Media Konservasi Vol. 16, No. 3 Desember 2011 : 114 – 121
KETERGANTUNGAN DAN KERENTANAN MASYARAKAT TERHADAP SUMBERDAYA DANAU: KASUS DANAU RAWA PENING (Dependency and Vulnerability of Community on Lake Resources: Case of Rawa Pening Lake) PARTOMO1), SYAFRI MANGKUPRAWIRA2), AIDA VITALAYA S. HUBEIS3) DAN LUKY ADRIANTO4) 1
Program Studi Pengelolaan Sumberdaya Alam dan Lingkungan, Sekolah Pascasarjana Institut Pertanian Bogor, Kampus Darmaga, Bogor 1600, Indonesia 2 Departemen Sosial Ekonomi Pertanian Fakultas Ekonomi dan Manajemen Institut Pertanian Bogor, Kampus Darmaga, Bogor 1600, Indonesia 3 Departemen Komunikasi dan Pengembangan Masyarakat, Fakultas Ekologi Manusia Institut Pertanian Bogor, Kampus Darmaga, Bogor 1600, Indonesia 4) Departemen Sosial Ekonomi Fakultas Perikanan dan Ilmu Kelautan Institut Pertanian Bogor, Kampus Darmaga, Bogor 1600, Indonesia Diterima 10 November 2011/Disetujui 28 November 2011 ABSTRACT Rawa Pening Lake is one kind of ecological systems that played an important social role for its surrounding community.
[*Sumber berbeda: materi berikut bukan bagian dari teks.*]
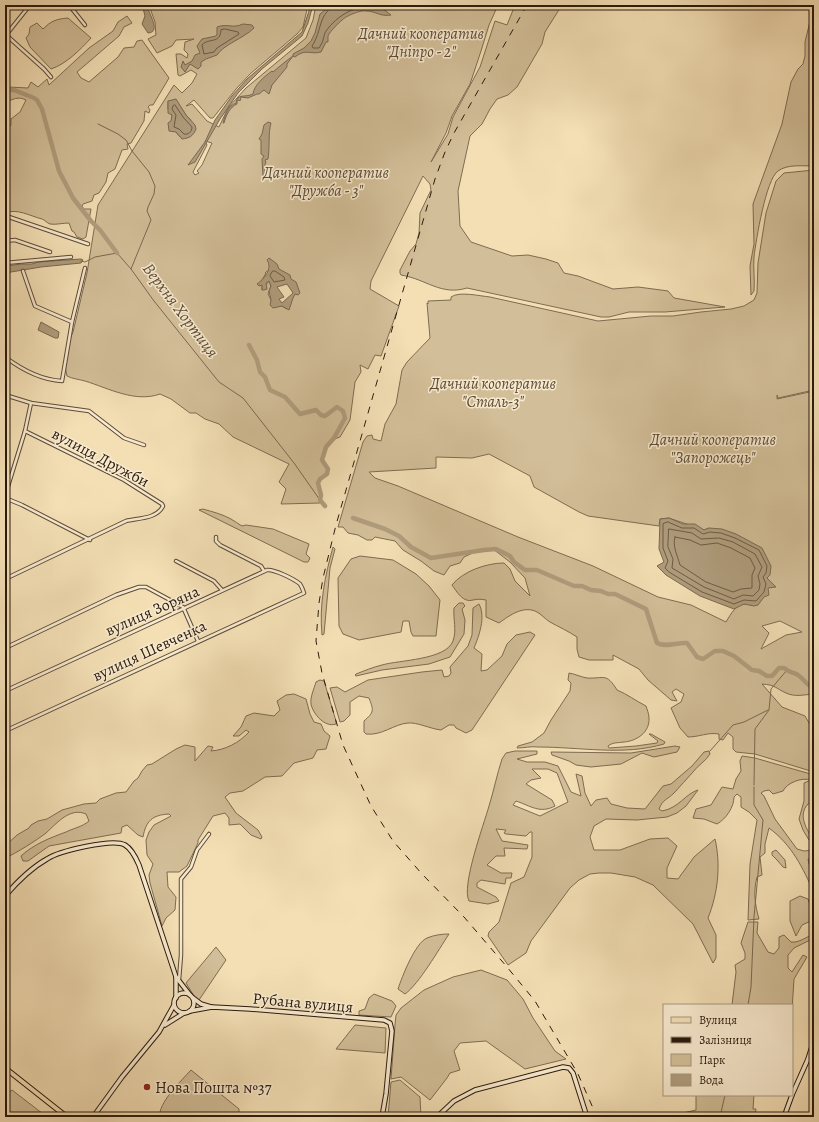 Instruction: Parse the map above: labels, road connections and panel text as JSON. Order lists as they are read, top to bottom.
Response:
{
  "streets": {
    "street": [
      "вулиця Дружби",
      "вулиця Зоряна",
      "вулиця Шевченка",
      "Рубана вулиця"
    ]
  },
  "crossings": [
    ["вулиця Зоряна", "вулиця Шевченка"]
  ],
  "water": ["Верхня Хортиця"],
  "parks": [
    "Дачний кооператив \"Дніпро - 2\"",
    "Дачний кооператив \"Дружба - 3\"",
    "Дачний кооператив \"Сталь-3\"",
    "Дачний кооператив \"Запорожець\""
  ],
  "places": ["Нова Пошта №37"],
  "legend": [
    "Вулиця",
    "Залізниця",
    "Парк",
    "Вода"
  ]
} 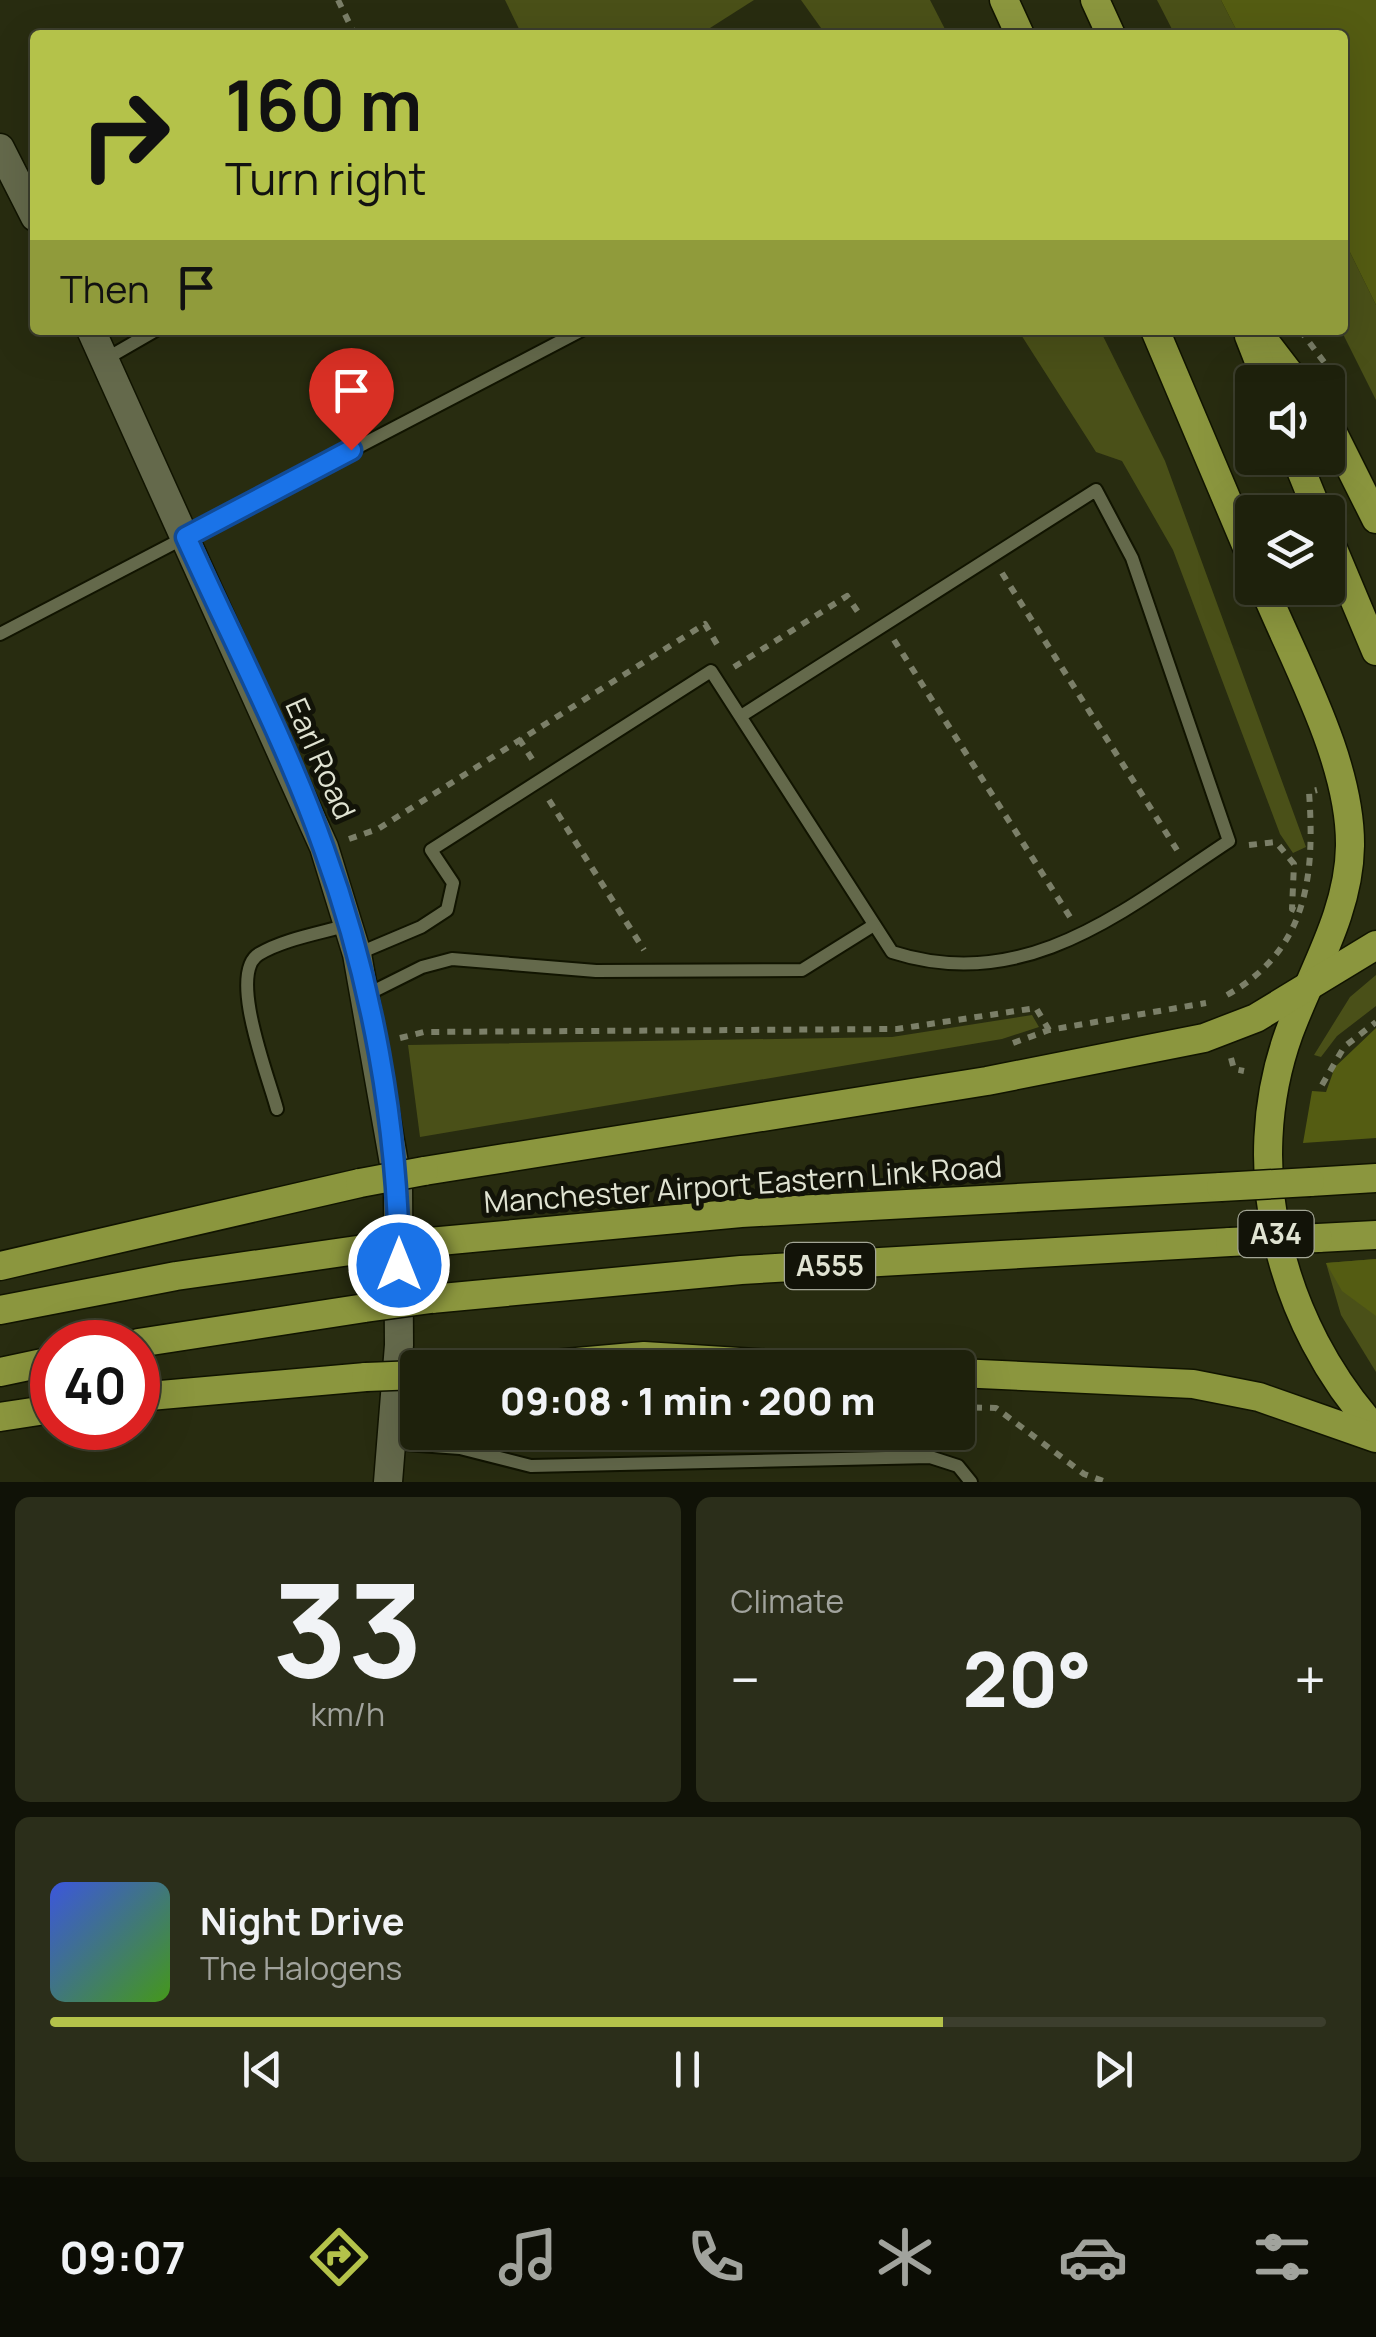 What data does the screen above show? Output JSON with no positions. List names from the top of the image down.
{
  "streets": {
    "highway": ["Manchester Airport Eastern Link Road", "A34", "A555"],
    "street": ["Earl Road"]
  },
  "page": {
    "turn": ["160 m", "Turn right"],
    "then": "Then",
    "limit": "40",
    "trip": "09:08 · 1 min · 200 m",
    "tile": [
      ["33", "km/h"],
      "Climate"
    ],
    "heat": ["−", "20°", "+"],
    "song": ["Night Drive", "The Halogens"],
    "tabs": "09:07"
  }
}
Ecological function of the lake is about to be threaten by many pressure which is natural event as well as anthropogenic occurrence. This may lead to make lake as an ecological system susceptible to external disturbances. This research is intended to identify the degree of community dependency on lake resources and to investigate the extent of vulnerability of surrounding Rawa Pening Lake community. Method employed in this research were descriptive analysis and vulnerability analysis. Research reveals that Kecamatan Tuntang and Ambarawa have high vulnerability, the condition in which the high potential threat may put on the track to the destruction of lake natural resources and environment. Keywords: dependency, vulnerability, lake.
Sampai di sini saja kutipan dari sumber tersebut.